I'm so bad with names. There was this old guy in front of me who was SO fast! I thought I'd blow by him but I was just trying to keep up. There was a younger guy behind me, who likewise was just trying to keep up with me. Uphill we puffed. Once it leveled out, we settled into a great intermittent run, but the other two hesitated at all streams. I blew through them and across them without slowing, so I ended up in front. After several miles, it was just the younger guy and myself. I never got his name - I was pushing so hard to get back to Denver. Down the steep, rocky Colorado Trail I sprinted and pulled away by myself. We rejoined on Half Moon road and ran together for miles.

At the end of the run, there were burritos, hot cocoa, and beer. No way I was going to drink a beer with so little sleep and a two hour drive to Denver in the middle of the night.

I left Leadville at 12:04 but didn't make it home before I got so sleepy I pulled over at Red Rocks. Seconds after turning off my engine, I fell asleep sitting upright. Ten minutes later, I woke up and drove home. I hadn't had a bath since Sunday morning, and had run so many miles, so many times, and was covered with "trail". But I just crashed into bed without cleaning.

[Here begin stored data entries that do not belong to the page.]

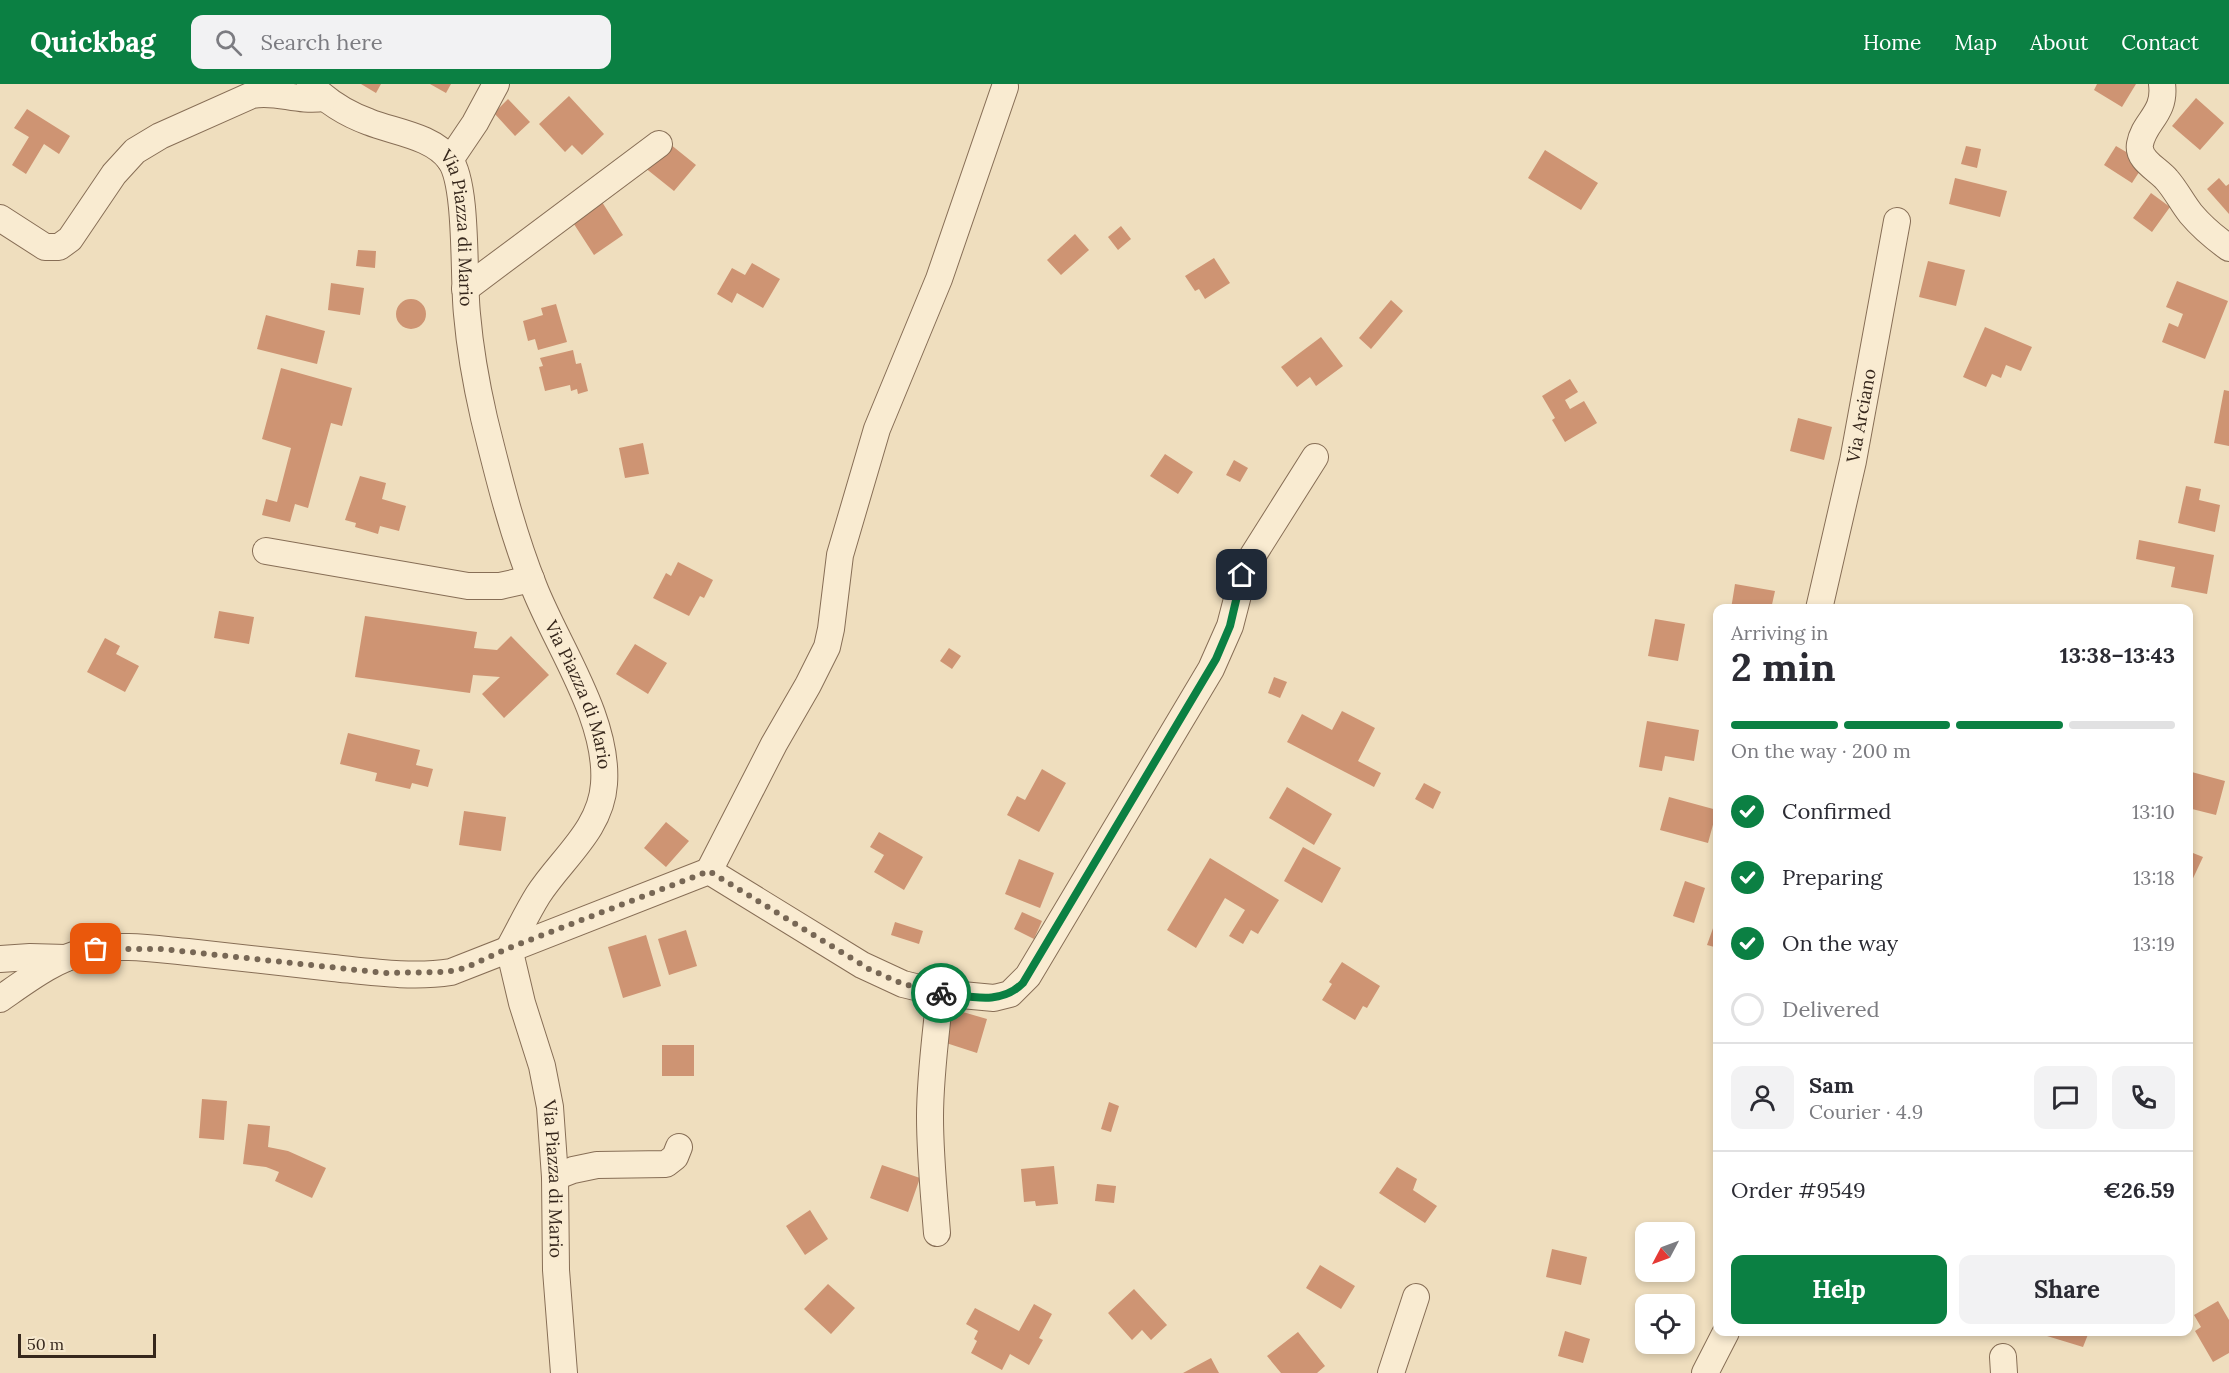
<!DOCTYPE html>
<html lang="en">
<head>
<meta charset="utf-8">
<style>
	body { margin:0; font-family:Lora,serif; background:#f2f2f3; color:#2b2b33; height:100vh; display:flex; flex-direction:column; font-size:22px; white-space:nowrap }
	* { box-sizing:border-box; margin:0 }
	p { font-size:20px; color:#7c7c81 }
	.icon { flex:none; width:33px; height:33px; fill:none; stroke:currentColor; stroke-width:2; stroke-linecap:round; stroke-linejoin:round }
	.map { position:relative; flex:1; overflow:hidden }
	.sheet { position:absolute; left:1713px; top:520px; width:480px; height:732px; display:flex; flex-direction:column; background:#fff; border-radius:12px; box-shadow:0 3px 9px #0003 }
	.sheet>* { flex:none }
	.needle { width:39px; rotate:229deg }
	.buttons { position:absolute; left:1635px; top:1138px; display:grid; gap:12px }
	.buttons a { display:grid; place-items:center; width:60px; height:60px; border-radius:12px; background:#fff; box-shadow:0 3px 9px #0003; font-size:30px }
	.scale { position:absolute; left:18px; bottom:15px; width:138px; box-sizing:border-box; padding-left:6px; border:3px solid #36271c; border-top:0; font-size:16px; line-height:21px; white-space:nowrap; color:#36271c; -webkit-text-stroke:4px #f6e8ce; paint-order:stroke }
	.pin { position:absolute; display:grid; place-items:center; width:51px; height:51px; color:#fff; margin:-26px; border-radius:12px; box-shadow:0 3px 9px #0006 }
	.courier { position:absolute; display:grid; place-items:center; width:60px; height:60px; margin:-30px; border:4px solid #0b8043; border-radius:50%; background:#fff; color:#222; box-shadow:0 2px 8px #0007 }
	.headline em { font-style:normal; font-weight:700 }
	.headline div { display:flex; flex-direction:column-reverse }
	.headline { display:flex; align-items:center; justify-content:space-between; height:102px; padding:0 18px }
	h1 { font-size:39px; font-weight:700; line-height:45px }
	.bar { display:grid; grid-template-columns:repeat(4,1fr); gap:9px 6px; align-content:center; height:72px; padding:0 18px }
	.bar i { height:8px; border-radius:4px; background:#e1e1e2 }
	.bar .selected { background:#0b8043 }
	.bar p { grid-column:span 4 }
	.line { display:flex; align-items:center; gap:15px; padding:0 18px; border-top:2px solid #e1e1e2 }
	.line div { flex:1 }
	.round { display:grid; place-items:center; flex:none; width:63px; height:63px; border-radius:12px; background:#f2f2f3 }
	ol { padding:0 18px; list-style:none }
	li { display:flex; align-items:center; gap:18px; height:66px }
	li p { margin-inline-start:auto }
	li .icon { padding:6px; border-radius:50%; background:#0b8043; color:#fff; stroke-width:4 }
	li:last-child { color:#7c7c81 }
	li i { width:33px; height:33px; border:3px solid #e1e1e2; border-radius:50% }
	.button { display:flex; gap:12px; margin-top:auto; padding:12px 18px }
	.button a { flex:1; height:69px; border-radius:12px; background:#0b8043; color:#fff; font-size:24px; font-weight:700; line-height:69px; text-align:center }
	.button a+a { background:#f2f2f3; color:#2b2b33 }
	header { display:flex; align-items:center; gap:36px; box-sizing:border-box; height:84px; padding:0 30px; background:#0b8043; color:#fff }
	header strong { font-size:28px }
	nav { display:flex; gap:33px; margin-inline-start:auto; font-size:21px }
	.search { width:420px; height:54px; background:#f2f2f3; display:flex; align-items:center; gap:15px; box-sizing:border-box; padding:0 21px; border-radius:12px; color:#7c7c81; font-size:22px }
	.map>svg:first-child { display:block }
	.building { fill:#ce9473 }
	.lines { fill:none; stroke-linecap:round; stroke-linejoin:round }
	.minor-casing { stroke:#876e56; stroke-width:28 }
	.minor { stroke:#f9ebd1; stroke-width:26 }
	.done { stroke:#776755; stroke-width:6; stroke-dasharray:0 10.8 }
	.route { stroke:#0b8043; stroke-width:8 }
	.labels { text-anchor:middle; stroke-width:4.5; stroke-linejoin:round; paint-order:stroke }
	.street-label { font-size:18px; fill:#36271c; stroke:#f6e8ce }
</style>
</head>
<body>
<header>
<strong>Quickbag</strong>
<div class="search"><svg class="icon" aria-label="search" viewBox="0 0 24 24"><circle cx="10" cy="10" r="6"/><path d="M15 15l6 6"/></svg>Search here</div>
<nav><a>Home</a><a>Map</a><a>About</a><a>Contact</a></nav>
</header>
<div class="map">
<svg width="2229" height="1289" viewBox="0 0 2229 1289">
	<rect width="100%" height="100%" fill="#efdebe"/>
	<!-- building -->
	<path class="building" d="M361,0h20l-5,9z
		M430,0h21l-5,9z
		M2097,0h39l-14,23 -28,-17z
		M569,12l35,38 -22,21 -10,-10 -7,7 -26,-28z
		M2196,14l28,25 -24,27 -28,-24z
		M508,15l22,23 -15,14 -21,-23z
		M27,25l43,27 -11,18 -15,-10 -18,30 -14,-9 17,-28 -15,-9z
		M665,56l31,25 -22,26 -30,-24z
		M1966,62l15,3 -4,19 -16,-4z
		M2116,62l29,17 -13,20 -28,-18z
		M1545,66l53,33 -17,27 -53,-32z
		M1955,94l52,13 -7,26 -51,-13z
		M2219,94l7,8 3,-2v30l-22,-25z
		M2151,109l19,14 -18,25 -19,-14z
		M602,118l21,33 -29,20 -22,-34z
		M1121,142l10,13 -13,11 -10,-13z
		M1075,150l14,16 -28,25 -14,-15z
		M358,166l18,1 -1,17 -19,-2z
		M1214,174l16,25 -25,16 -6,-10 -4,2 -10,-15z
		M1928,177l37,9 -9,36 -37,-9z
		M752,179l28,16 -17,29 -26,-15 -5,10 -15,-9 15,-26 13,7z
		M2177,197l51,20 -23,58 -43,-17 7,-19 9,4 5,-13 -17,-7z
		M331,199l33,5 -4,27 -32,-5z
		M396 230a15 15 0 1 1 30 0a15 15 0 1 1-30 0Z
		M1391,216l12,11 -32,38 -12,-11z
		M556,220l11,38 -29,8 -3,-11 -7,2 -5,-20 20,-6 -2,-7z
		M266,231l59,16 -8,33 -60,-15z
		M1985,243l47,20 -11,24 -15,-6 -5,13 -9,-4 -6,13 -23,-10z
		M1321,253l22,29 -27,20 -6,-9 -13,10 -16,-20z
		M573,266l3,14 5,-1 7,28 -10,3 -1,-5 -6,2 -1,-6 -25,6 -6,-24 4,-1 -3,-8z
		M281,284l71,20 -10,38 -11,-3 -23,85 -13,-4 -5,18 -28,-7 4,-16 11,3 14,-54 -29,-9z
		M1570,295l8,13 -13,8 5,9 14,-8 13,22 -32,19 -13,-22 3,-2 -13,-22z
		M2224,306l5,1v55l-15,-3z
		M1798,334l34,9 -8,33 -34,-9z
		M643,359l6,31 -24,4 -6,-30z
		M1165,370l28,18 -15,22 -28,-18z
		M1234,376l14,8 -8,14 -14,-7z
		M360,392l26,7 -4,16 24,7 -7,25 -19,-5 -2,8 -23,-7 1,-4 -11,-3z
		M2186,402l15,3 -2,11 21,5 -5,27 -37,-9z
		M2139,456l75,15 -7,39 -36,-7 4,-20 -39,-8z
		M678,478l35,18 -9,18 -4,-2 -11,20 -36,-18 13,-25 5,3z
		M1735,500l40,7 -4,18h-40z
		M219,527l35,6 -5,27 -35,-6z
		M365,532l112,16 -3,16 23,2 14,-14 38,39 -45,43 -22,-24 18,-17 -27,-2 -3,18 -115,-16z
		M1655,535l30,5 -7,37 -30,-5z
		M105,554l15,8 -4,8 23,12 -14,26 -38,-20z
		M635,560l32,19 -19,31 -32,-20z
		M949,564l12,8 -9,13 -12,-8z
		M1274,593l13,5 -7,16 -12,-5z
		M1342,627l33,17 -17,33 23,12 -7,14 -87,-45 15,-28 30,16z
		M1647,637l52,9 -5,31 -29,-5 -3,15 -23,-4z
		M348,649l72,17 -4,15 17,4 -5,18 -16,-4 -2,6 -35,-8 2,-8 -37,-9z
		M1042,685l24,14 -27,49 -32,-17 10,-19 8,4z
		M2188,687l37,10 -9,34 -28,-7z
		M1424,699l17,9 -8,17 -18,-10z
		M1287,703l45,27 -18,31 -45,-27z
		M1669,713l48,13 -9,33 -48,-13z
		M464,727l42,6 -5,34 -42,-6z
		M666,738l23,19 -23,26 -22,-19z
		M879,748l44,25 -19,33 -30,-18 10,-17 -14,-8z
		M1303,763l38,21 -19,35 -38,-22z
		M2188,767l15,6 -15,32z
		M1210,774l69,42 -21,34 -7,-4 -8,14 -14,-8 16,-26 -20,-12 -29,50 -29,-18z
		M1019,775l35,14 -14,35 -35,-14z
		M1685,797l20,7 -11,35 -21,-7z
		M1022,828l20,9 -8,18 -20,-10z
		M1717,833h1v31l-11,-3z
		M895,838l28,9 -4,13 -28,-9z
		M686,846l11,36 -28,9 -11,-36z
		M646,851l15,51 -38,12 -15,-51z
		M1342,878l38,24 -13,22 -4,-2 -8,14 -33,-20 10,-16 -3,-2z
		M949,924l38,11 -10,34 -37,-12z
		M662,961h32v31h-32z
		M202,1015l25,2 -3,39 -25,-2z
		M1109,1018l10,4 -8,26 -10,-3z
		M248,1040l22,2 -2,21 20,4 38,17 -14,30 -37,-17 4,-9 -13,-5 -23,-3z
		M882,1081l38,13 -12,34 -38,-14z
		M1054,1082l4,38 -22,2 -1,-5 -11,1 -3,-33z
		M1397,1083l20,12 -4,11 24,16 -12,17 -46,-30z
		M1097,1100l19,2 -2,17 -19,-2z
		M810,1126l18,29 -23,16 -19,-29z
		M1552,1165l35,8 -6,28 -35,-8z
		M1320,1181l35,21 -14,23 -35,-21z
		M828,1200l27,24 -24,26 -27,-25z
		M1134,1205l33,36 -16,15 -9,-10 -10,10 -24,-27z
		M2218,1217l11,19v33l-16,9 -18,-31 6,-4 -7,-12z
		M1034,1220l18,10 -13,24 4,2 -14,25 -19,-11 -8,16 -31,-17 6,-12 -3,-2 4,-8 -12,-7 9,-16 44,23z
		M1565,1247l25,8 -7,24 -25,-7z
		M1298,1248l27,34 -8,7h-36l-14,-17z
		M2049,1248h40l-6,15 -36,-11z
		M1211,1274l8,15h-36z"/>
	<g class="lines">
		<defs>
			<g id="minor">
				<path id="s1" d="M310,0c16,17 37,30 59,38 25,10 64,14 81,38 18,25 13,118 17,154 3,35 9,69 17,104 14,57 28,114 50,169 23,59 75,132 70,197 -3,46 -43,75 -66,111 -10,16 -19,35 -29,53l13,55 20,63 8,41 5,70 1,93 8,103"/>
				<path d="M2162,0c4,30 -18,37 -22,60 -3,16 18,25 27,36 9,10 15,23 24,34 11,13 24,24 38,34"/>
				<path d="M450,76l25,-37 21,-39"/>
				<path d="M0,134l45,29h14l11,-8 44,-65 21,-23 25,-15 92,-41c25,-5 44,7 72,3"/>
				<path d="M465,205l194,-145"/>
				<path d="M266,467l202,35h32l31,-7"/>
				<path id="s2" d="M1819,525l34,-148 44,-240"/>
				<path d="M709,787l65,-127 34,-59 19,-38 4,-18 9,-74 37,-126 62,-150 66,-192"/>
				<path d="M0,875l30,-2 36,1"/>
				<path d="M0,915c26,-18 56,-41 87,-48 32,-8 68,-2 101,1 48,5 96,11 145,16 39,4 80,10 118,4l258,-101 153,94 41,19 37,9 54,5 16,-4 18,-18 183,-307 19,-43 15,-58 70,-111"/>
				<path d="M555,1093l18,-7 24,-5 69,-1 9,-7 4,-10"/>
				<path d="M937,1149c-3,-39 -7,-77 -7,-116 0,-41 6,-83 10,-124"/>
				<path d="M2003,1273l1,16"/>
				<path d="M1391,1289l25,-76"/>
				<path d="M1705,1289l21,-41"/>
			</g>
		</defs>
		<!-- minor casing -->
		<use href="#minor" class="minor-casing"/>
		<!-- minor -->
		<use href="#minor" class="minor"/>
	</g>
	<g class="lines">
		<!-- done -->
		<path class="done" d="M96,865h66l223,24 61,-1 19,-4 44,-20 200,-77 160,98 34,15 38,9"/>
		<!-- route -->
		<path class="route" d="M941,909c29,3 59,13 82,-10l193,-324 14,-33 12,-51"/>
	</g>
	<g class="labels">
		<!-- street labels -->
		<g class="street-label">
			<text dy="6" stroke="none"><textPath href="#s1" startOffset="231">Via Piazza di Mario</textPath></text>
			<text dy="6" stroke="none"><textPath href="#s2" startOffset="198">Via Arciano</textPath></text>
			<text dy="6" stroke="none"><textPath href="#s1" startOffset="717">Via Piazza di Mario</textPath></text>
			<text dy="6" stroke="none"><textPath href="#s1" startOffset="1239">Via Piazza di Mario</textPath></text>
		</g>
	</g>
</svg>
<div class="buttons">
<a><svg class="needle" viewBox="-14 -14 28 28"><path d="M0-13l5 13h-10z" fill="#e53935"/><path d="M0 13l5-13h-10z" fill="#7c7c81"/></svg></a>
<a><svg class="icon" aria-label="locate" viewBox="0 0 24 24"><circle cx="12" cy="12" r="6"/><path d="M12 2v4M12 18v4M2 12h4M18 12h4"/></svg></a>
</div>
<div class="scale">50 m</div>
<div class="pin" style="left:96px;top:865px;background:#ea580c"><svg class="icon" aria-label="bag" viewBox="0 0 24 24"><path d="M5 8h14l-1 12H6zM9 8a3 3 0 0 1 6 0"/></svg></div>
<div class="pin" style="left:1242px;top:491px;background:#1f2937"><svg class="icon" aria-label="home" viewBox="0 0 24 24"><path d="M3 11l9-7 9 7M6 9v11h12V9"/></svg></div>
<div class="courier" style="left:941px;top:909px"><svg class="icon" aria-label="bike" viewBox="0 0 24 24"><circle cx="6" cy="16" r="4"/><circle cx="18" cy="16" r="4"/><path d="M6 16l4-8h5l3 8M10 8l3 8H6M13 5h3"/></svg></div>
<section class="sheet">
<div class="headline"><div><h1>2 min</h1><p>Arriving in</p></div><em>13:38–13:43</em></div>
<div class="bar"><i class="selected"></i><i class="selected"></i><i class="selected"></i><i></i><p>On the way · 200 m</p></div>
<ol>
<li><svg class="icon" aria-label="check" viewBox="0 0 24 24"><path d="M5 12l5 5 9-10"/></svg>Confirmed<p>13:10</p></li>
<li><svg class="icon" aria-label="check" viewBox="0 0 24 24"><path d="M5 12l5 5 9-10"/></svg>Preparing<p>13:18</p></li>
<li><svg class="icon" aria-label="check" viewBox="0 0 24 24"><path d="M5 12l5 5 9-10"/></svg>On the way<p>13:19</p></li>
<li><i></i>Delivered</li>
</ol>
<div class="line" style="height:108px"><a class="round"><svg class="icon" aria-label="person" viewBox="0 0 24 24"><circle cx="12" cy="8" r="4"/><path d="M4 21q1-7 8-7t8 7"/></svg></a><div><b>Sam</b><p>Courier · 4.9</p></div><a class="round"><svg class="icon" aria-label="chat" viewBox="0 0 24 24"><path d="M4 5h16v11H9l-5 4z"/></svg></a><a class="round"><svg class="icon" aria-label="phone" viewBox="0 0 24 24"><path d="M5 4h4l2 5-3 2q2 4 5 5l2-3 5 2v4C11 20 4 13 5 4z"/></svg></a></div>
<div class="line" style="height:78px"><div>Order #9549</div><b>€26.59</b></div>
<div class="button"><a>Help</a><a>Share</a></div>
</section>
</div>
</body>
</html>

I was at work on time the next day, clean but not shaven.

Three days, five running excursions, 11 hours of sleep, multiple streams to cross, 63 miles. Life is good.


At 8:37 PM, Blogger Raymond said...

Hello JeffO,

I also was at training camp in 2008 (Ray Churgovich). I did not look at the results from 2008; did you finish? The guy Chris that is in your pictures went on to get the Leadman award. I have done a few different races with him. Erin asked be to come along to climb Elbert on Monday, but I had to work. Do you know why she did not come to Leadville to race? I'll be at camp again this year with my pacer.

At 11:36 AM, Blogger JeffO said...

Hi Ray!
Erin has a sick uncle. He died.
Erin asked Ken K to please transfer her registration to the next year, as this wasn't some irresponsible, whimsical bail-out. She knew there was "No refunds", but under the circumstances (he DIED afterall!) and she wasn't asking for her money back - just a transfer to next year.
I don't think she will ever give Ken K a penny ever again. EVER!
Too bad for the rest of us! She is one-of-a-kind and lives too far away for me to run into at any races! She's from Phoenix.